I've always known you were a lady of taste.

Karine, non, je n'émarge pas encore à la liste. Plus tard, peut-être. Gustave te salue.  

geve, je suis confus, je ne sais quoi répondre....Je vais donc me contenter de pousser ce cri du cœur qui me monte spontanément aux lèvres :
F... comme Fantômette !!​


----------



## Venezuelan_sweetie

Aaaaah, no... There's waaaaaay too much French in here! Seems like you kind of need a total incompetent in the language of Moliere to give this thread a twist (sorry, stupid keyboard doesn't allow me to get the accents right  )

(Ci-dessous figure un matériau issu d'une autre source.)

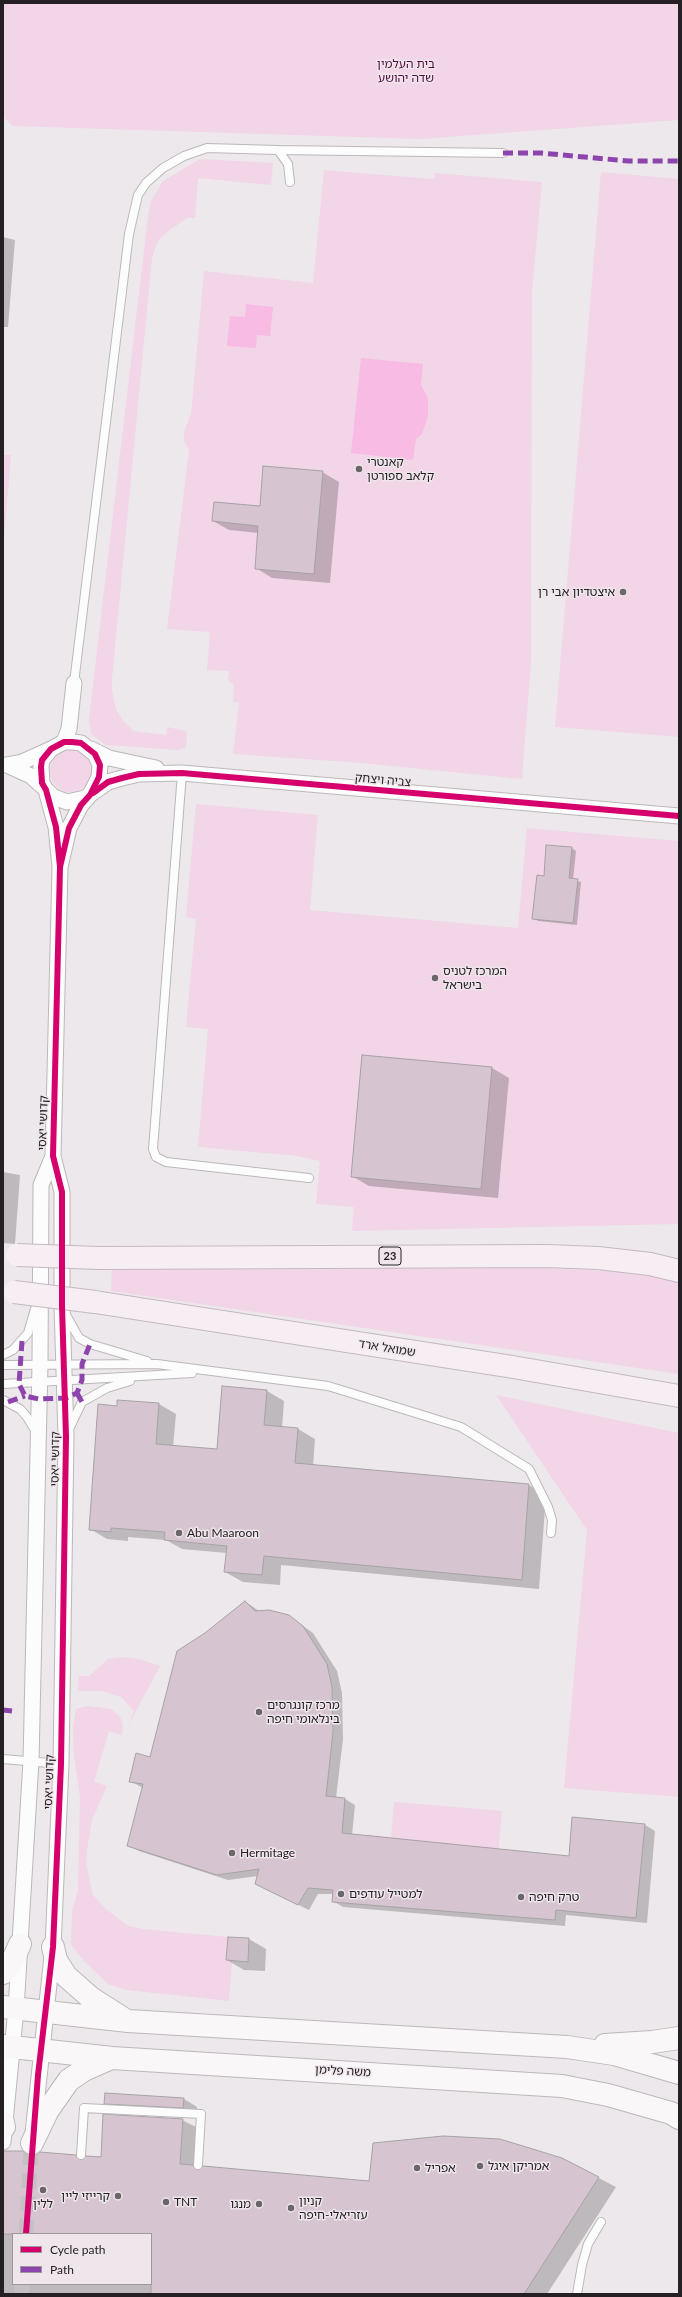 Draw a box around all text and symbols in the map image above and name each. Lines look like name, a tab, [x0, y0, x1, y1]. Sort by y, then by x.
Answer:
park label: בית העלמין שדה יהושע	[377, 57, 435, 85]
place label: קאנטרי קלאב ספורטן	[367, 455, 434, 483]
marker: קאנטרי קלאב ספורטן	[354, 464, 364, 474]
place label: איצטדיון אבי רן	[538, 585, 615, 599]
marker: איצטדיון אבי רן	[618, 587, 628, 597]
street label: צביה ויצחק	[354, 770, 412, 790]
place label: המרכז לטניס בישראל	[443, 964, 507, 992]
marker: המרכז לטניס בישראל	[430, 973, 440, 983]
street label: קדושי יאסי	[35, 1095, 51, 1151]
road number: 23	[379, 1247, 401, 1265]
street label: שמואל ארד	[357, 1336, 417, 1360]
street label: קדושי יאסי	[47, 1431, 63, 1487]
place label: Abu Maaroon	[187, 1526, 259, 1540]
marker: Abu Maaroon	[174, 1528, 184, 1538]
place label: מרכז קונגרסים בינלאומי חיפה	[267, 1698, 340, 1726]
marker: מרכז קונגרסים בינלאומי חיפה	[254, 1707, 264, 1717]
street label: קדושי יאסי	[41, 1754, 57, 1810]
place label: Hermitage	[240, 1846, 295, 1860]
marker: Hermitage	[227, 1848, 237, 1858]
place label: למטייל עודפים	[349, 1887, 423, 1901]
marker: למטייל עודפים	[336, 1889, 346, 1899]
place label: טרק חיפה	[529, 1890, 579, 1904]
marker: טרק חיפה	[516, 1892, 526, 1902]
street label: משה פלימן	[315, 2062, 371, 2080]
place label: אמריקן איגל	[488, 2159, 549, 2173]
place label: אפריל	[425, 2161, 456, 2175]
marker: אמריקן איגל	[475, 2161, 485, 2171]
marker: אפריל	[412, 2163, 422, 2173]
marker: ללין	[38, 2185, 48, 2195]
place label: קרייזי ליין	[61, 2189, 110, 2203]
marker: קרייזי ליין	[113, 2191, 123, 2201]
place label: קניון עזריאלי-חיפה	[299, 2194, 368, 2222]
place label: TNT	[174, 2195, 197, 2209]
place label: ללין	[33, 2197, 53, 2211]
marker: TNT	[161, 2197, 171, 2207]
place label: מנגו	[230, 2197, 251, 2211]
marker: מנגו	[254, 2199, 264, 2209]
marker: קניון עזריאלי-חיפה	[286, 2203, 296, 2213]
legend	[12, 2233, 152, 2285]
text: Cycle path	[50, 2242, 105, 2257]
text: Path	[50, 2262, 74, 2277]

And what? Only 2 little posts in English? You gotta be kidding me! Wait, wait, no posts in Spanish yet? Ahaaa!! Then I'm as pleased as hell to be the first Spanish speaker to be posting on this thread! 

Juan Miguel --, gracias por 6,034 posts muy buenos!  Saludos a Ripley, dile que aquí la queremos mucho. When are we gonna have your moderating skills available at the Sp-Eng forums? We could use an extra pair of hands over there, you know? It gets pretty hectic sometimes. 

Anyway, I'm deeeeeply sorry for being so late to your postiversary party. Let me try to make it up to you: have a slice of this! You can dip that in here, if you want. In case you don't like chocolate that much (you'd be the first forer@ to say that), I could serve you a drop of my personal favorite, the finest thing ever!

Happy postiversary, Tenant!


----------



## Gévy

Salut Jean-Michel!

Félicitations pour ces 6000, Mimile ! (désolée, mais Jean-Michel ça rime pas bien avec mille, c'est pas malin). 

Bonne route vers les sept mille messages !

Bisous,

Gévy


----------



## 94kittycat

Félicitations, LV4-26!!  Merci pour tout ton aide ici sur les forums... wow, c'est beaucoup, 6000!!


----------